EP5-6 Primary Prevention of Subclinical Cardiotoxicity in Breast Cancer Patients Treated with Doxorubicin Woo-Baek Chung1, Sang Hyun Ihm1, Ho-Joong Youn1, Byung Joo Chae2, Byung-Joo Song2; 1Division of Cardiology, Department of Internal Medicine, The Catholic University of Korea; 2Department of Surgery, The Catholic University of Korea 110 patients from prospective registry (Pros) for prediction and prevention of chemotherapy induced cardiotoxicity in breast cancer were selected. All patients were administered candesartan or carvedilol concomitantly with doxorubicin contained chemotherapy. 85 patients from retrospective registry (Retros) of breast cancer of our institution were selected for control.

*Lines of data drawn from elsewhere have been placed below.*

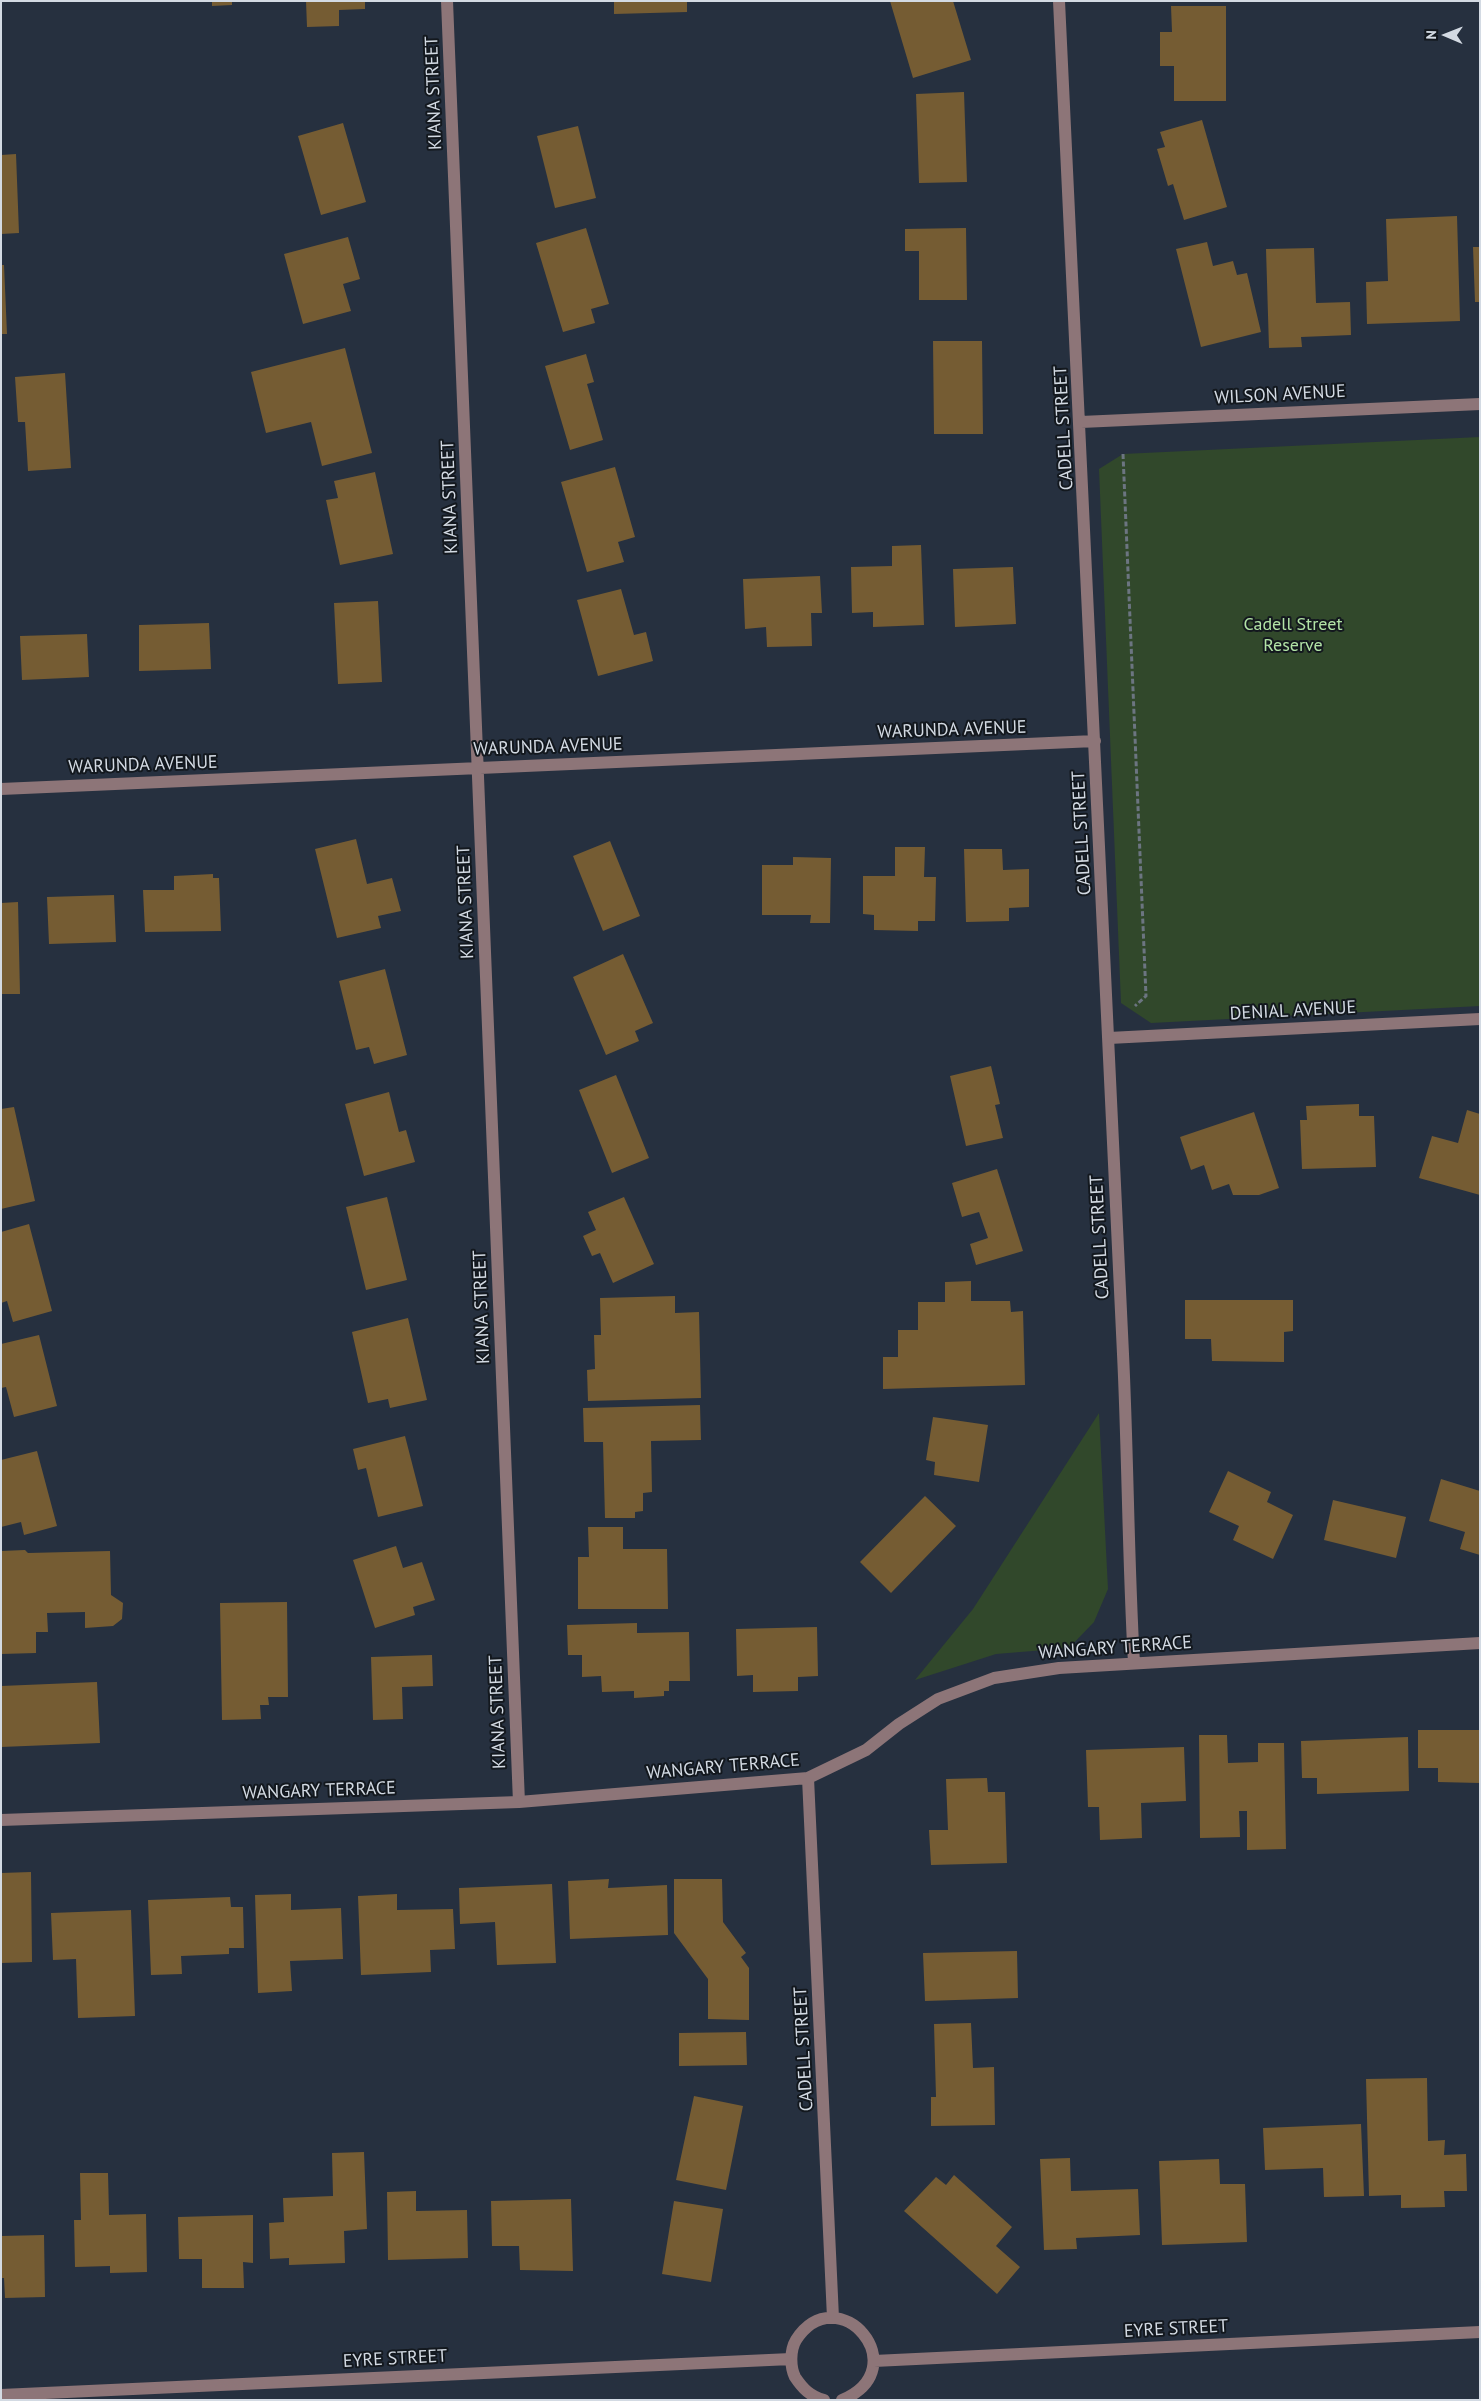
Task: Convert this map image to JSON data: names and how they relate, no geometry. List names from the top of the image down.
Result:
{
  "streets": {
    "street": [
      "KIANA STREET",
      "WILSON AVENUE",
      "CADELL STREET",
      "WARUNDA AVENUE",
      "DENIAL AVENUE",
      "WANGARY TERRACE",
      "EYRE STREET"
    ]
  },
  "crossings": [
    ["KIANA STREET", "WARUNDA AVENUE"],
    ["KIANA STREET", "WANGARY TERRACE"],
    ["WILSON AVENUE", "CADELL STREET"],
    ["CADELL STREET", "WARUNDA AVENUE"],
    ["CADELL STREET", "DENIAL AVENUE"],
    ["CADELL STREET", "WANGARY TERRACE"]
  ],
  "parks": ["Cadell Street Reserve"],
  "north": "left"
}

Transthoracic echocardiography was performed before, during and after the chemotherapy. LVEF of Pros showed no change during follow up period, however, LVEF of Retros showed gradual decrement (Table 1). Incidence of subclinical carditoxicity (SC) was higher in Retros. Number of SC with LVEF <55% was higher in Retros. 3 out of 6 patients in Pros recovered from SC at 2nd follow up and 2 out of 5 patients recovered in Retros. Concomitant administration of candesartan or carvedilol can reduce incidence of SC.